--- START ---

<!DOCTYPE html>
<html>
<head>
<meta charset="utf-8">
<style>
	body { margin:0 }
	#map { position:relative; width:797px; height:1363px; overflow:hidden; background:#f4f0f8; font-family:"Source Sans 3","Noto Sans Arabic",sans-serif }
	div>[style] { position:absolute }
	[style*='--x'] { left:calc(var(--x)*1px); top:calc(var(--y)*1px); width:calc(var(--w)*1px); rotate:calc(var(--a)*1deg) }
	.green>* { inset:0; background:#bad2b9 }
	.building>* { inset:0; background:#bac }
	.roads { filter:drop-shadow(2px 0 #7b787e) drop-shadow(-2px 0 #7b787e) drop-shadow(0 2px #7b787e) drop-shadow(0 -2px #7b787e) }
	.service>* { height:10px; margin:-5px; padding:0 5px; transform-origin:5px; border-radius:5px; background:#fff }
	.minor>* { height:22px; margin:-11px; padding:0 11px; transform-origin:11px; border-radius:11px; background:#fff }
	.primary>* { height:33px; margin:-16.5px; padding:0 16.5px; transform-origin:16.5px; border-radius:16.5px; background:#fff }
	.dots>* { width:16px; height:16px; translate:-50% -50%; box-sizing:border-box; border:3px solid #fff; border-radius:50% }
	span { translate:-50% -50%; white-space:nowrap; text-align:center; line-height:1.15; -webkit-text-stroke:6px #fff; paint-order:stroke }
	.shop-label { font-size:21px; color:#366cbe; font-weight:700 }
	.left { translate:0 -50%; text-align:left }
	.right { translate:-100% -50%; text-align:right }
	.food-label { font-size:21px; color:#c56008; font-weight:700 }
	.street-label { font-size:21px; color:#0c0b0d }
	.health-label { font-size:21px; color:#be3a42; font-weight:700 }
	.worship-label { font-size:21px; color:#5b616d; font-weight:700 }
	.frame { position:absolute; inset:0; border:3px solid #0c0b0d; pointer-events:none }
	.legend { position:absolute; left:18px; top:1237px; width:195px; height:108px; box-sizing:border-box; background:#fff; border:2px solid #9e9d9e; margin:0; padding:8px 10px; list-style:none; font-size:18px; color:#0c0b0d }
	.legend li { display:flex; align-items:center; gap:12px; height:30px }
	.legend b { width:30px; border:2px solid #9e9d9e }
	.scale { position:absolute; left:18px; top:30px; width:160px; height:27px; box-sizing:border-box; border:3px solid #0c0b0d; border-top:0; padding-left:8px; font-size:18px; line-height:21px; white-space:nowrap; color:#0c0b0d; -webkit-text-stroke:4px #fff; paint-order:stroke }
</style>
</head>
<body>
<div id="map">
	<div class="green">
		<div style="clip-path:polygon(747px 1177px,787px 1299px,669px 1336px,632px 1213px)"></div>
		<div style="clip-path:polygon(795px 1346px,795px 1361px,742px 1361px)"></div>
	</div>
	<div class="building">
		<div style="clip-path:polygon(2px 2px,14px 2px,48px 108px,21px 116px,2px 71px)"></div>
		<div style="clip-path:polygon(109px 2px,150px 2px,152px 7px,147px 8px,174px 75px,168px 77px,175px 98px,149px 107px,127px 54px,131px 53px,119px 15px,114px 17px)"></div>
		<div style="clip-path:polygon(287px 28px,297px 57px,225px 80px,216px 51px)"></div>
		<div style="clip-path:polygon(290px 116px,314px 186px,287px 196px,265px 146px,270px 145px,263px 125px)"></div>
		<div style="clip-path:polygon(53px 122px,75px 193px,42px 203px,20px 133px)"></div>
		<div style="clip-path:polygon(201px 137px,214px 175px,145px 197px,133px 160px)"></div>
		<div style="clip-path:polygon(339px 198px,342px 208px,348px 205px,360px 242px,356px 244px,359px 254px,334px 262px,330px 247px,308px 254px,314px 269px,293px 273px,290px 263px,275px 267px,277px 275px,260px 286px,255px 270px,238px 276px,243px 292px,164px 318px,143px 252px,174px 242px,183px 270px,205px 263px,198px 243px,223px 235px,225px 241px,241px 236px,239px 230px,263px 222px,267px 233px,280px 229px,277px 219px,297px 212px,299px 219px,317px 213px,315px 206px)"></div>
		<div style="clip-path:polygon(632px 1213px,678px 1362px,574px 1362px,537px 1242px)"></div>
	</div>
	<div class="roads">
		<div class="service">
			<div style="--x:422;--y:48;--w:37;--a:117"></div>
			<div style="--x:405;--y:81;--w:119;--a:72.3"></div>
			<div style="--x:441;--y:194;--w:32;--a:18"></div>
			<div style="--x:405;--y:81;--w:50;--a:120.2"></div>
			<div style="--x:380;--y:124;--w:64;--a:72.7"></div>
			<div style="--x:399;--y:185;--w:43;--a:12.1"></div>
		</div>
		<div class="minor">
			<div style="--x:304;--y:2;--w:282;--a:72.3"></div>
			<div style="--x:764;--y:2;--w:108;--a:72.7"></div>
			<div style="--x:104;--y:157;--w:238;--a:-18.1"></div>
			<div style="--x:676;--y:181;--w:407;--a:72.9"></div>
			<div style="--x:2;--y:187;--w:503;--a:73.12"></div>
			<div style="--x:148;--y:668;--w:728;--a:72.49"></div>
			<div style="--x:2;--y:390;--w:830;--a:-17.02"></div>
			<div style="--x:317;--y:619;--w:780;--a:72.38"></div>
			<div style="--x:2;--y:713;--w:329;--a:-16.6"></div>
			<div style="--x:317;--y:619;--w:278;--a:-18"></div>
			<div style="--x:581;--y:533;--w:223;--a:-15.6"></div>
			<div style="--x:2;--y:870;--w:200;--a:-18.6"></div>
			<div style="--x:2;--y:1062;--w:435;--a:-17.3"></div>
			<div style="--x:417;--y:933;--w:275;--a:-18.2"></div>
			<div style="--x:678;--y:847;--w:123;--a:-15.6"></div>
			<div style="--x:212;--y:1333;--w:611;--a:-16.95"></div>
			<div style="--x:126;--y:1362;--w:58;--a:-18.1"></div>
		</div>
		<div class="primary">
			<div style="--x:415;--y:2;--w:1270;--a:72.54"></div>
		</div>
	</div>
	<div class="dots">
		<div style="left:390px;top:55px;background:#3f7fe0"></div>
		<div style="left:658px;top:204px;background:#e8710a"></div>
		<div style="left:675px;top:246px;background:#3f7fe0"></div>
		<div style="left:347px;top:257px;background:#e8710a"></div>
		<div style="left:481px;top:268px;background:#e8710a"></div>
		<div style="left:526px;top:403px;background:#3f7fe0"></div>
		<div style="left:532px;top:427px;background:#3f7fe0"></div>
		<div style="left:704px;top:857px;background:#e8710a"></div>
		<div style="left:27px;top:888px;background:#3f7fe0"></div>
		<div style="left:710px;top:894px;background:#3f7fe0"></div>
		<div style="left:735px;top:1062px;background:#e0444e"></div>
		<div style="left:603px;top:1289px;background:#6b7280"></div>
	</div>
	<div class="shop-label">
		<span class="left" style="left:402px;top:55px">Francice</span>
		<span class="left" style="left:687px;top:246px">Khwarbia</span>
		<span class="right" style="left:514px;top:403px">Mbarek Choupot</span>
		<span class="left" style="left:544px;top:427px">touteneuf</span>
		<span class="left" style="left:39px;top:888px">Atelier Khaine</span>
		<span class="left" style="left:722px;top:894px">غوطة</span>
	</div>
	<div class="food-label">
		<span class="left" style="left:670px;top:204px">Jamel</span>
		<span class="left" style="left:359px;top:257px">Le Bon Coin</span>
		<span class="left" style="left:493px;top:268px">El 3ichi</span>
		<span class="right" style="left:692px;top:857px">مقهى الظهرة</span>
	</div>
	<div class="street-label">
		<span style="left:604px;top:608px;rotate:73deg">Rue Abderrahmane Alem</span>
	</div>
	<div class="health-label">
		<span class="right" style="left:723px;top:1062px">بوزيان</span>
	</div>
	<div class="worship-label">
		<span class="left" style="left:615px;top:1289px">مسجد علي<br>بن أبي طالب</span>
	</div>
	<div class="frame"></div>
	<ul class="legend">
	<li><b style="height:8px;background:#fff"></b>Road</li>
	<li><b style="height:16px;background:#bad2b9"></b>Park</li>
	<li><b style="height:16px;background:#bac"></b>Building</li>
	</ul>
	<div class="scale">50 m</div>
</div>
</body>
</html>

--- END ---

# WHAT YOU NEED TO DO
The output should be exactly the lines above from the line containing "116px,314px 186px,287px 196px,265px" to the line containing "137px,214px 175px,145px 197px,133px", inclusive, with no other lines.

# ANSWER TO THE PROBLEM
		<div style="clip-path:polygon(290px 116px,314px 186px,287px 196px,265px 146px,270px 145px,263px 125px)"></div>
		<div style="clip-path:polygon(53px 122px,75px 193px,42px 203px,20px 133px)"></div>
		<div style="clip-path:polygon(201px 137px,214px 175px,145px 197px,133px 160px)"></div>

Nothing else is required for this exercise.